▶ **WORK REQUEST**
Could you filter the records below and keep only the lines with the word "solid"?

--- AVAILABLE DATA Enclosed Below ---

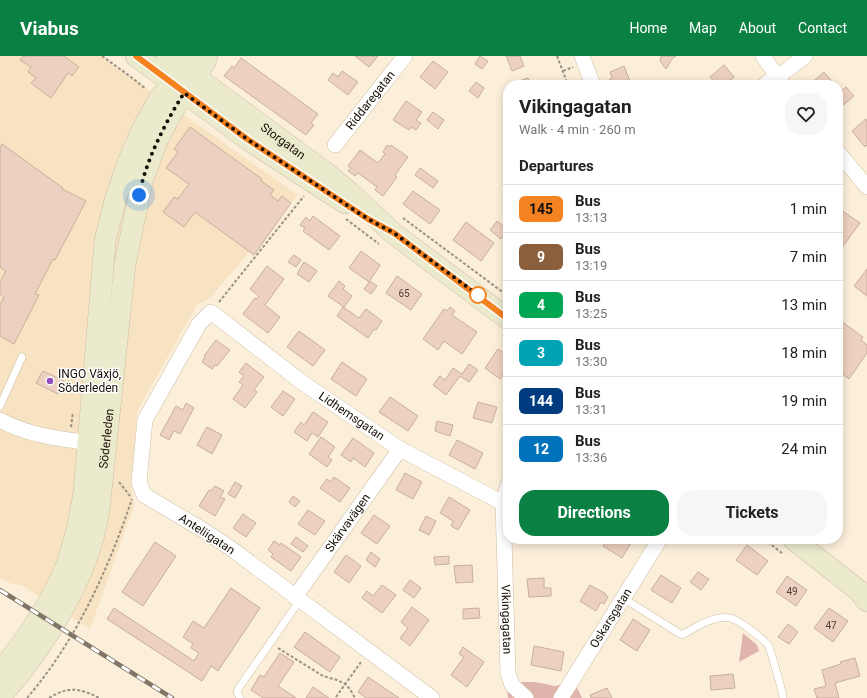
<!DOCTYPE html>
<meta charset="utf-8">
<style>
body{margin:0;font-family:Roboto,sans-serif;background:#f6f6f6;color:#222;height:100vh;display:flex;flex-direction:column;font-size:15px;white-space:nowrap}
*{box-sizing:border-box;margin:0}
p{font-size:13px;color:#767676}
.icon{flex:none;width:22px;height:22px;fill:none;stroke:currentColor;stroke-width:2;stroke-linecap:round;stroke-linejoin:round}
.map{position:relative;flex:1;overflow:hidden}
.panel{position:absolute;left:503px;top:24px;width:340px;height:464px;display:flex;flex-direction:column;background:#fff;border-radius:16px;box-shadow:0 2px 10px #0003}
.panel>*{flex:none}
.badge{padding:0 8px;border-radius:6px;font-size:14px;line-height:26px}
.you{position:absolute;width:20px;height:20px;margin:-10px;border:3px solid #fff;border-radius:50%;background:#1a73e8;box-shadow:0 0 0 6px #1a73e833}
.map>.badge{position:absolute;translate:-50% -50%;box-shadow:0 0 0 2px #fff}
h2{padding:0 16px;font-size:15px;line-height:36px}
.round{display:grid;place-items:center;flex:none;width:42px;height:42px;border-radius:16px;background:#f6f6f6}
.headline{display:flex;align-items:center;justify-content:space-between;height:68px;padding:0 16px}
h1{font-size:19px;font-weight:700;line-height:30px}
.button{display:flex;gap:8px;margin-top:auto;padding:8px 16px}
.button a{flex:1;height:46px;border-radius:16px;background:#0b8043;color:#fff;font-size:16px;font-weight:700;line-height:46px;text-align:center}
.button a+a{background:#f6f6f6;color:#222}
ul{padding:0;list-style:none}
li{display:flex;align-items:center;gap:12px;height:48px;padding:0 16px;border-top:1px solid #e0e0e0}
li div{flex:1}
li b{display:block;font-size:15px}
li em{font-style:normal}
li .badge{min-width:44px;font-weight:700;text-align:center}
header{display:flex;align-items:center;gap:24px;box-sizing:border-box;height:56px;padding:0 20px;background:#0b8043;color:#fff}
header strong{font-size:19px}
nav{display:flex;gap:22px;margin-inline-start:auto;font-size:14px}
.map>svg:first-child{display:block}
</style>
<header>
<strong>Viabus</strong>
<nav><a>Home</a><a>Map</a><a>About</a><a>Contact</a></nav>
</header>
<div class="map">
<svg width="867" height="642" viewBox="0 0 867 642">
<rect width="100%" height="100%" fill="#fcefda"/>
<polygon fill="#f7e3c2" points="0,0 100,0 298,139 210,242 197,249 137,356 131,428 134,450 90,573 23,530 9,527 0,522"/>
<g fill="#dfb4ad">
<polygon points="743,577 757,589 759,595 739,606"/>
<polygon points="574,625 582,642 508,642 507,633 517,626 535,626 555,630"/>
</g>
<g fill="#edd1c0" stroke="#c9ae9d">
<polygon points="23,0 64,0 79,11 72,20 68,17 51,42 31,27 36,22 28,16 31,11 20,4"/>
<polygon points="355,0 378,0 369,11"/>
<polygon points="480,0 488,5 482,13 475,8"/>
<polygon points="506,0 520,0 524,10 512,15"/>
<polygon points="661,0 676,0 672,3 666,13 660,5"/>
<polygon points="241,2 318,58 311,67 314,69 306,79 224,20 232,10 234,12"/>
<polygon points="433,5 448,16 435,33 420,21"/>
<polygon points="724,9 734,21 725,29 717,29 710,21"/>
<polygon points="624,10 631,28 611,29 609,24 612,22 610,16"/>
<polygon points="342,15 358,26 348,39 328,24 333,17 338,21"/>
<polygon points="824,16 835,29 809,29"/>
<polygon points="528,22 531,29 518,29 517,26"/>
<polygon points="476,26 484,32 478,42 469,35"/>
<polygon points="846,31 854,40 842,50 838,45 838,38"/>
<polygon points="406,45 422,56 416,64 421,67 416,74 411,71 409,74 393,64"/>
<polygon points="433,56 444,64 438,73 427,64"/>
<polygon points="866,63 867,65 867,89 865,91 852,75"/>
<polygon points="190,71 262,123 261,125 274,134 270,139 278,145 282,140 291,147 254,199 195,156 184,171 163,156 174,141 178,143 189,128 166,112 178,96 174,93"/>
<polygon points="2,88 63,132 62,133 86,145 55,204 53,203 35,238 39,239 14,288 0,280 0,249 4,241 0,238 0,226 6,215 0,211 0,92"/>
<polygon points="387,89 390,91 391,89 408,101 395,119 397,121 383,140 375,134 377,131 358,117 355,120 348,115 351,112 348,110 360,94 378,107 385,98 383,96"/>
<polygon points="420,112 438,125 433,132 415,119"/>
<polygon points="413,135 440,154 430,168 403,148"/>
<polygon points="841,154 860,167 838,197 838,157"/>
<polygon points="313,160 340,180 329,194 303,175 305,172 300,169 306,161 310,165"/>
<polygon points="497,165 508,174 501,183 490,174"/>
<polygon points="466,166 494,187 481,205 453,184"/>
<polygon points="361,195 380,209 369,226 349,212"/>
<polygon points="294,199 301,204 296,211 288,206"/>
<polygon points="304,206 317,215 309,226 297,218"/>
<polygon points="267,210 284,223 265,249 280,261 268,277 243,258 255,242 256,243 259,240 250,233"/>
<polygon points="867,213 867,240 854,230"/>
<polygon points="397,220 422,238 411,254 386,237"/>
<polygon points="339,225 345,230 343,233 352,240 344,251 328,240"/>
<polygon points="370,225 377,230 371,238 364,233"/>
<polygon points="343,251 359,262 366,253 382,265 376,274 374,273 368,282 337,260"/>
<polygon points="450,251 455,255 452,259 477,276 462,298 444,285 438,294 423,283 444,253 447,255"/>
<polygon points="838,263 863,281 861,284 867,289 867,297 849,323 838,315"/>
<polygon points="299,275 325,294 313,310 287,291"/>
<polygon points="216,284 230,294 217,310 215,309 212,313 202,306 205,301 204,300"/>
<polygon points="498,293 508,300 508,312 500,323 485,312"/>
<polygon points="342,306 367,323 356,340 331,323"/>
<polygon points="246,307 264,321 254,334 257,336 245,352 233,343 243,329 239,326 244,320 239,316"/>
<polygon points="469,308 478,314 469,326 460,320 446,339 433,329 440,320 445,324 453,312 462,318"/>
<polygon points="43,315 64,325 58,338 36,327"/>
<polygon points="283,335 295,343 283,360 271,351"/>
<polygon points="390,341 418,360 408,375 379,356"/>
<polygon points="478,346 497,351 492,367 473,362"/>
<polygon points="186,347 194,352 180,378 174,375 169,384 160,379 176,350 183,354"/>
<polygon points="313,356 328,366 318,381 312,377 307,385 294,376 301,366 304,369"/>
<polygon points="437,365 453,369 450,380 435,375"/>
<polygon points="207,371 222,379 212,398 197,389"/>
<polygon points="321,381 335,391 328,401 332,404 327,411 309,398"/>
<polygon points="353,382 374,397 365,411 353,402 351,406 341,399"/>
<polygon points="457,384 483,397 475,413 449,399"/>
<polygon points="405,417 422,426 413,443 396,434"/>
<polygon points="334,421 350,432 340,446 320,432 327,423 331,426"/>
<polygon points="235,426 242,430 235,442 228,438"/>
<polygon points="215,430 224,435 220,441 225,443 215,460 199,450 209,434 211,435"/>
<polygon points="293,440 300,445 295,451 289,446"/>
<polygon points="449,441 470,454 458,474 451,470 453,465 440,457"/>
<polygon points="308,454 325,465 315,479 298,468"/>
<polygon points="243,458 256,467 246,481 233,472"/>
<polygon points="374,459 390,470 377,488 361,477"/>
<polygon points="426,460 436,465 429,479 419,474"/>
<polygon points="296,481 308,490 303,496 291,488"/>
<polygon points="608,483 624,483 631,487 622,502 603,490"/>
<polygon points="274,485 280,489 281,487 301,501 291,515 271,501 273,498 268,494"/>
<polygon points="155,486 176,500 143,550 122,536"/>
<polygon points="747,489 768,505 757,519 736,504"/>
<polygon points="371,496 380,503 375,511 366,504"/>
<polygon points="346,499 361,510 349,527 334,516"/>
<polygon points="449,500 449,508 435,509 434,501"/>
<polygon points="472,509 473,526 456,527 454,510"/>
<polygon points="698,516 709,523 701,534 690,526"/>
<polygon points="661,519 681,532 672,547 651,534"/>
<polygon points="787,520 807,534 796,550 776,536"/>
<polygon points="544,522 544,532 551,532 551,540 529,541 527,523"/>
<polygon points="410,524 421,532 414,542 403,534"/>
<polygon points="382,529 396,539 382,557 362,542 367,535 373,540"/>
<polygon points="590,529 606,538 605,539 608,541 604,548 601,546 596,555 580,545"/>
<polygon points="231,532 260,552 218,615 211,610 202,625 107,563 114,552 194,605 199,597 191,592 193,588 183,581 193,565 204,572"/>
<polygon points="412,551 429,564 410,590 400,582 408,572 401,566"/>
<polygon points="479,552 480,562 463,563 463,553"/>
<polygon points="829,552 848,565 833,586 814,572"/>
<polygon points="633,563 650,574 637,595 620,584"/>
<polygon points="788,568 798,576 789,588 778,581"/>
<polygon points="305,576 340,601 330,616 294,591"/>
<polygon points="534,590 564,596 561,615 531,609"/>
<polygon points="463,591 484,606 467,631 451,619 464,601 459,598"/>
<polygon points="280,597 294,606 278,630 296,642 263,642 251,634 260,619 264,621"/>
<polygon points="855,602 860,620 835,627 839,642 817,642 814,633 826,630 822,614 841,608 840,606"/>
<polygon points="733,618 735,632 711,634 710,620"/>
<polygon points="368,621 399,642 366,642 358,636"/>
<polygon points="313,631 329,642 306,642"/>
<polygon points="607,632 612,642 591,642 590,639"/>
</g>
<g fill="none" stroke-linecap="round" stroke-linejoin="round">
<g stroke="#cebea4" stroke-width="8">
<g id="lane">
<polyline points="0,350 22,301"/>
<path d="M623,542L682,579C696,571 714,559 730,562C738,563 763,583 768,589C770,592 783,637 783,642"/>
<polyline points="240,642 237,636 238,633 300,544"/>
</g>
</g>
<g stroke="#cebea4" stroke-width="16">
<g id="street">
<polyline points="582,0 593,29"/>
<polyline points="763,0 783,29"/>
<polyline points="764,29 787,14 805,0"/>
<path id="s1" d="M335,89L405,0"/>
<polyline points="838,96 867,131"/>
<path d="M0,364C32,381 63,383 98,388"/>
<path id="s2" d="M508,429L503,447L508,617L512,629L526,642"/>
<path id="s3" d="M295,541L400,393"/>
<path id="s4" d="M432,642L229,491L203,474L144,439L139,426L145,364L199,268L211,256L303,327L400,393L503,447"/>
<path id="s5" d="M561,642L660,483"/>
</g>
</g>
<g stroke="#cebea4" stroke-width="22">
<g id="secondary">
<polyline points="136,0 247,83 345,147"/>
<path id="s6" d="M167,0L325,116L348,135L393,177L508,263"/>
<polyline points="793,483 858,534 867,545"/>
<path d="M0,616C25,585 49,550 65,513C75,488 80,462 84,436L104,199L105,185L116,141L129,104L142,74L158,45L191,0"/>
<path id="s7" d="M0,641C44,592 89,521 99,454L125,208L142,126L156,87L172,56L205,6L207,0"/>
</g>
</g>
<g stroke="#9c9282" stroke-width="2" stroke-dasharray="3 2" stroke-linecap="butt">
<polyline points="102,0 131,21 146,33"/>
<polyline points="557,0 568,29"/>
<polyline points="563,15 573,11"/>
<polyline points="403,162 508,240"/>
<polyline points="346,163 379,188"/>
<polyline points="219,246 304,140"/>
<polyline points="503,279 508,282"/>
<polyline points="71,371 73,356"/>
<polyline points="119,426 130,440"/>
<polyline points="764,483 783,498"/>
<polyline points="278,592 323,620 337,624 345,628 350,633 355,642"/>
<polyline points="336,641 361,606"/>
<path d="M27,642C76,585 108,514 132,443"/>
<path d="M49,642C68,630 80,632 99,642"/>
</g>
<use href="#lane" stroke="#fff" stroke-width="7"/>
<use href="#street" stroke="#fff" stroke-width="15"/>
<use href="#secondary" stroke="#eceacc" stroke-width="21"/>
<g stroke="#7f7668" stroke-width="4.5">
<polyline id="rail" points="0,534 172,642"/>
</g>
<use href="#rail" stroke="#fff" stroke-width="3" stroke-dasharray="9" stroke-linecap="butt"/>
</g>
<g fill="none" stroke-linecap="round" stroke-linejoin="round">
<g stroke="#fff" stroke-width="9">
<polyline id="line" points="136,0 247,83 368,163 394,177 508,263"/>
</g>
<use href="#line" stroke="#f58220" stroke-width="6"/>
<path stroke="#161007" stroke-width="4" stroke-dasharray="0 7.2" d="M139,139C147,102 164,69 184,37L247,83L368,163L394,177L478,239"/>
</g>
<circle fill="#fff" stroke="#f58220" stroke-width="2" cx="478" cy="239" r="8"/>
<circle fill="#934bbe" stroke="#fff" stroke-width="1.5" cx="50" cy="325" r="4"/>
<g text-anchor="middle" stroke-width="3" stroke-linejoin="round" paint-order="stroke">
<g font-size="10" fill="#4c4035">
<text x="404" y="241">65</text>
<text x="792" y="539">49</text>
<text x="831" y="573">47</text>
</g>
<g font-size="12" fill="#161007" stroke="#fff">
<text dy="4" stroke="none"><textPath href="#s1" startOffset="57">Riddaregatan</textPath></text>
<text dy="4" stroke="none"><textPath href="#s6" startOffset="144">Storgatan</textPath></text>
<text dy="4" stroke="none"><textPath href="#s4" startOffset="731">Lidhemsgatan</textPath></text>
<text dy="4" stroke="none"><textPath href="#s7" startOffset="286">Söderleden</textPath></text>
<text dy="4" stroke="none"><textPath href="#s3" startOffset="91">Skärvavägen</textPath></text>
<text transform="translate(207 478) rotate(33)" y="4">Anteliigatan</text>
<text dy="4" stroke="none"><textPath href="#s5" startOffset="94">Oskarsgatan</textPath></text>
<text dy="4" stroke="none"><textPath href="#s2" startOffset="135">Vikingagatan</textPath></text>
</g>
<g font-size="12" fill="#161007" stroke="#fff" text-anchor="start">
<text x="58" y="322">INGO Växjö,<tspan x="58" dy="14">Söderleden</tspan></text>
</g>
</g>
</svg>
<div class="you" style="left:139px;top:139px"></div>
<section class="panel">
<div class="headline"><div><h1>Vikingagatan</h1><p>Walk · 4 min · 260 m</p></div><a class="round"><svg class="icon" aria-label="heart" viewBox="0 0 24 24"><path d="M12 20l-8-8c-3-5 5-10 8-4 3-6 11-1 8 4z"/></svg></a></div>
<h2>Departures</h2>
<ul>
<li><span class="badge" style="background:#f58220;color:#111">145</span><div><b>Bus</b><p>13:13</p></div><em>1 min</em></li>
<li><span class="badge" style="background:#8b5e3c;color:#fff">9</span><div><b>Bus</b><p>13:19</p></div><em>7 min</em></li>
<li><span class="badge" style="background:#00a651;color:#fff">4</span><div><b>Bus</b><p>13:25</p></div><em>13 min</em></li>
<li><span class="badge" style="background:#00a3b4;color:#fff">3</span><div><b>Bus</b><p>13:30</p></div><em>18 min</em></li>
<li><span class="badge" style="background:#003b80;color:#fff">144</span><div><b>Bus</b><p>13:31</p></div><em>19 min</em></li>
<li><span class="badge" style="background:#0072bc;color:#fff">12</span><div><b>Bus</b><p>13:36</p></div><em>24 min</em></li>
</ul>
<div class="button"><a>Directions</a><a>Tickets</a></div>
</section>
</div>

--- End of Enclosed AVAILABLE DATA ---

▶ **TASK RESULT**
.you{position:absolute;width:20px;height:20px;margin:-10px;border:3px solid #fff;border-radius:50%;background:#1a73e8;box-shadow:0 0 0 6px #1a73e833}
li{display:flex;align-items:center;gap:12px;height:48px;padding:0 16px;border-top:1px solid #e0e0e0}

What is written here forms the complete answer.